__AIM OF THE EXERCISE__.
Figure out how many lines of the listing include the string "picture"; the reply is only that number.

__RAW DATA__.

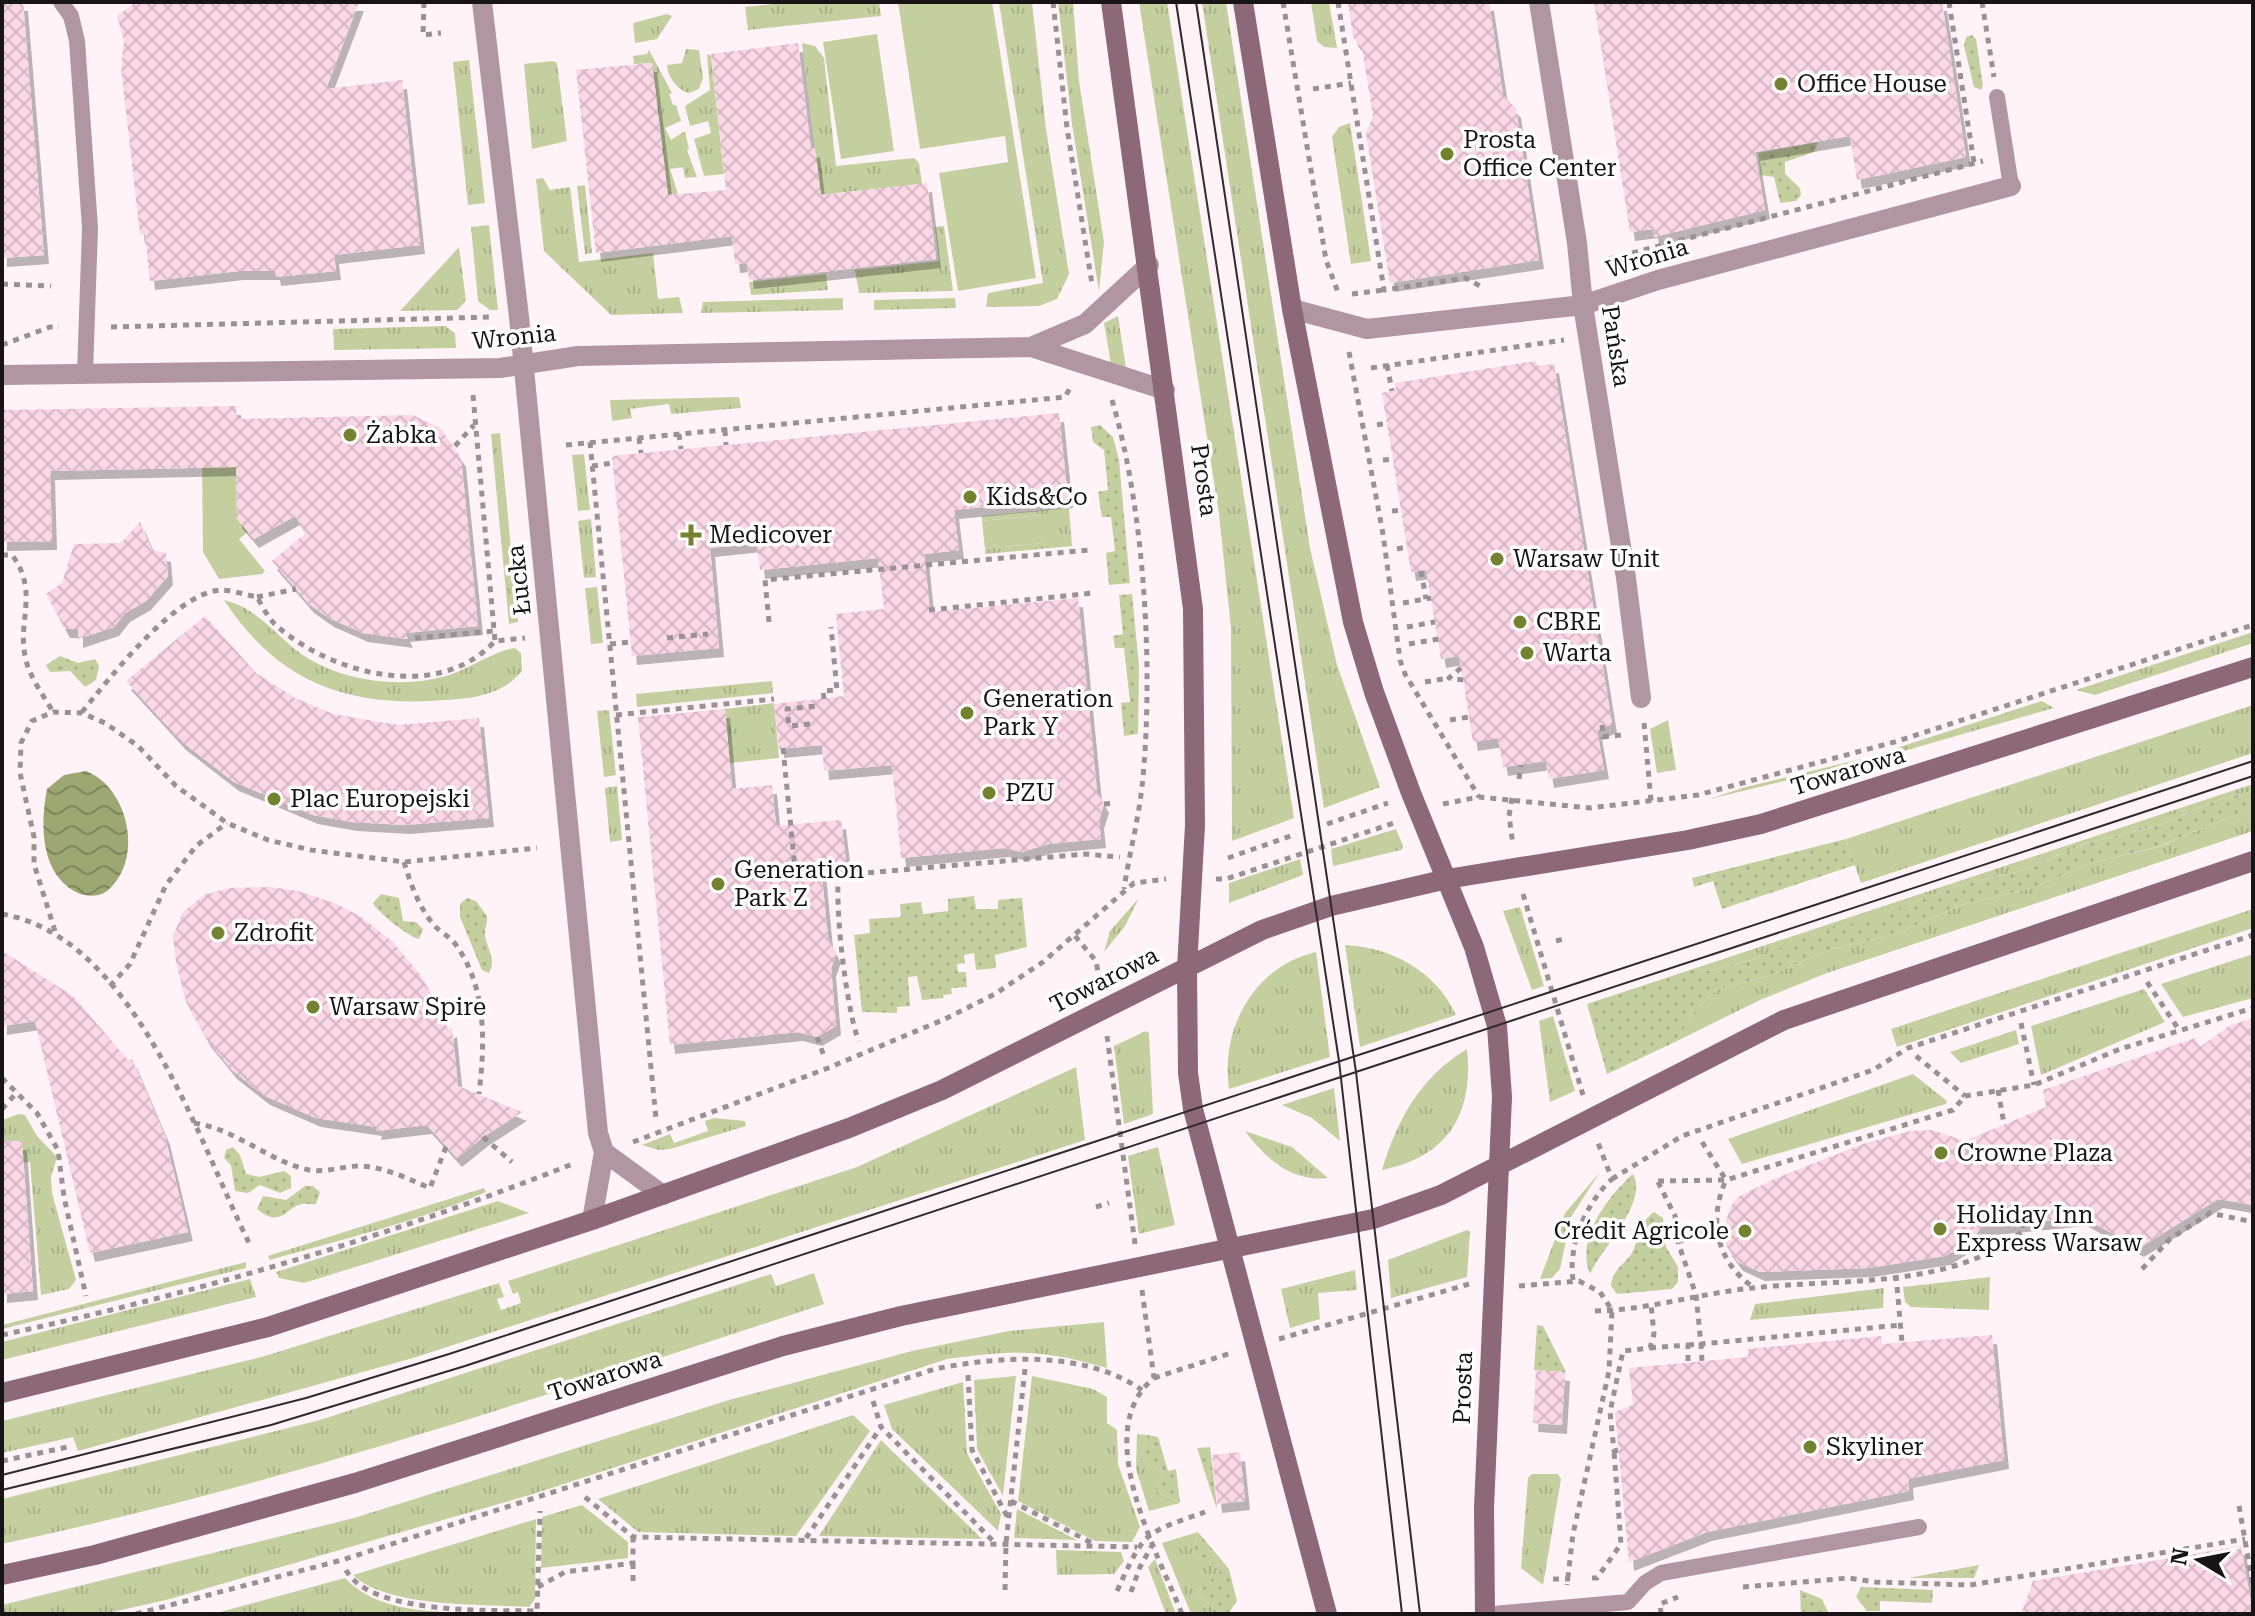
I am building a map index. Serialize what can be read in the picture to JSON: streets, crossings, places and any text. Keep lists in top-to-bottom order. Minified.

==

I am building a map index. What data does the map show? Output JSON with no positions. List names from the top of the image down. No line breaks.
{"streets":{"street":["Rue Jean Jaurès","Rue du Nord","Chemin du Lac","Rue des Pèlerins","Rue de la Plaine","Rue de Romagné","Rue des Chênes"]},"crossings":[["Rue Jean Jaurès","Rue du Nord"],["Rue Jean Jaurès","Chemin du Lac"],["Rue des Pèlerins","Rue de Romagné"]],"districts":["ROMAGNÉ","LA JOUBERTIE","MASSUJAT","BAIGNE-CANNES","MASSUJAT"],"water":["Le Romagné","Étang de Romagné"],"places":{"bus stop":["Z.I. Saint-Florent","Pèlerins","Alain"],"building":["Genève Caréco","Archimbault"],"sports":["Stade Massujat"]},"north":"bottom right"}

...

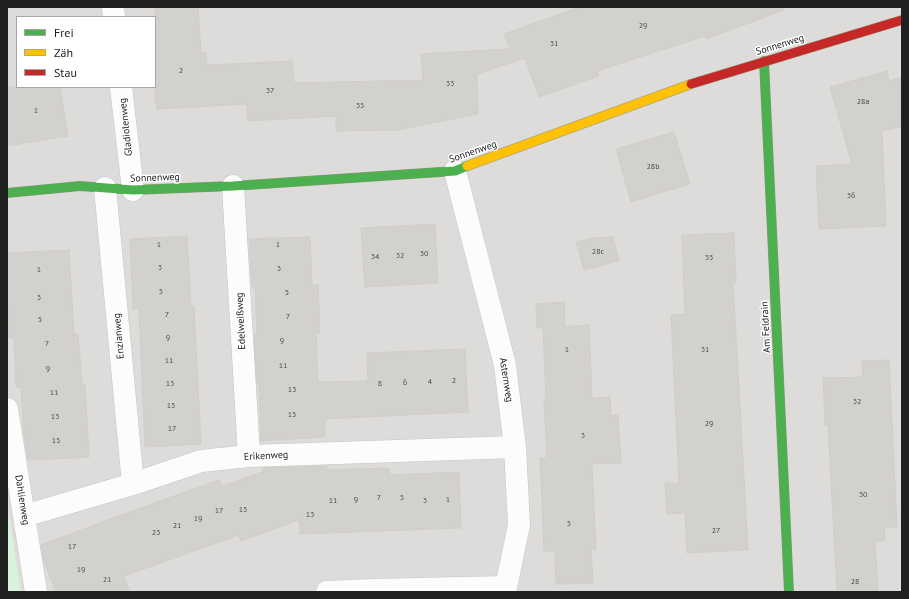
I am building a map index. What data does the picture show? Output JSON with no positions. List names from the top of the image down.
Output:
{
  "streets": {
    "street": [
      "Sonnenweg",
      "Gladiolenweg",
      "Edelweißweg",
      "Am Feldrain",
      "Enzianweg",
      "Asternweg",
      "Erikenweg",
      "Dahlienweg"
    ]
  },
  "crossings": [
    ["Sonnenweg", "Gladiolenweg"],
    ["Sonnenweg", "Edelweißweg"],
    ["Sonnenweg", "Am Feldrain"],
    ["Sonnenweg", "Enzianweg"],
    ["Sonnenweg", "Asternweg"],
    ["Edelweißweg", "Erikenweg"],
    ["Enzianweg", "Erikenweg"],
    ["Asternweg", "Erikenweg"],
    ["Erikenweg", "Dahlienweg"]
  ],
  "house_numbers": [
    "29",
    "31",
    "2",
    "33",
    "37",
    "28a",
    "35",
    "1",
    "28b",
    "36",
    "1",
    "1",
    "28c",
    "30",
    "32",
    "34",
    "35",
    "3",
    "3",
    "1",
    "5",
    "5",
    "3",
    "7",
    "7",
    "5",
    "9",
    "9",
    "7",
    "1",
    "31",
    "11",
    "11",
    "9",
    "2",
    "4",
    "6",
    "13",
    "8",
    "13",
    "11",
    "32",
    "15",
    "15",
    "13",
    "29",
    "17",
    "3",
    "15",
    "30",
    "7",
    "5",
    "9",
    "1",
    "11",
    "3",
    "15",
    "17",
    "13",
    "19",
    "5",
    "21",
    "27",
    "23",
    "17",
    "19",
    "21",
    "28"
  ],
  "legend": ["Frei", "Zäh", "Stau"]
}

__EXPECTED ANSWER__.
2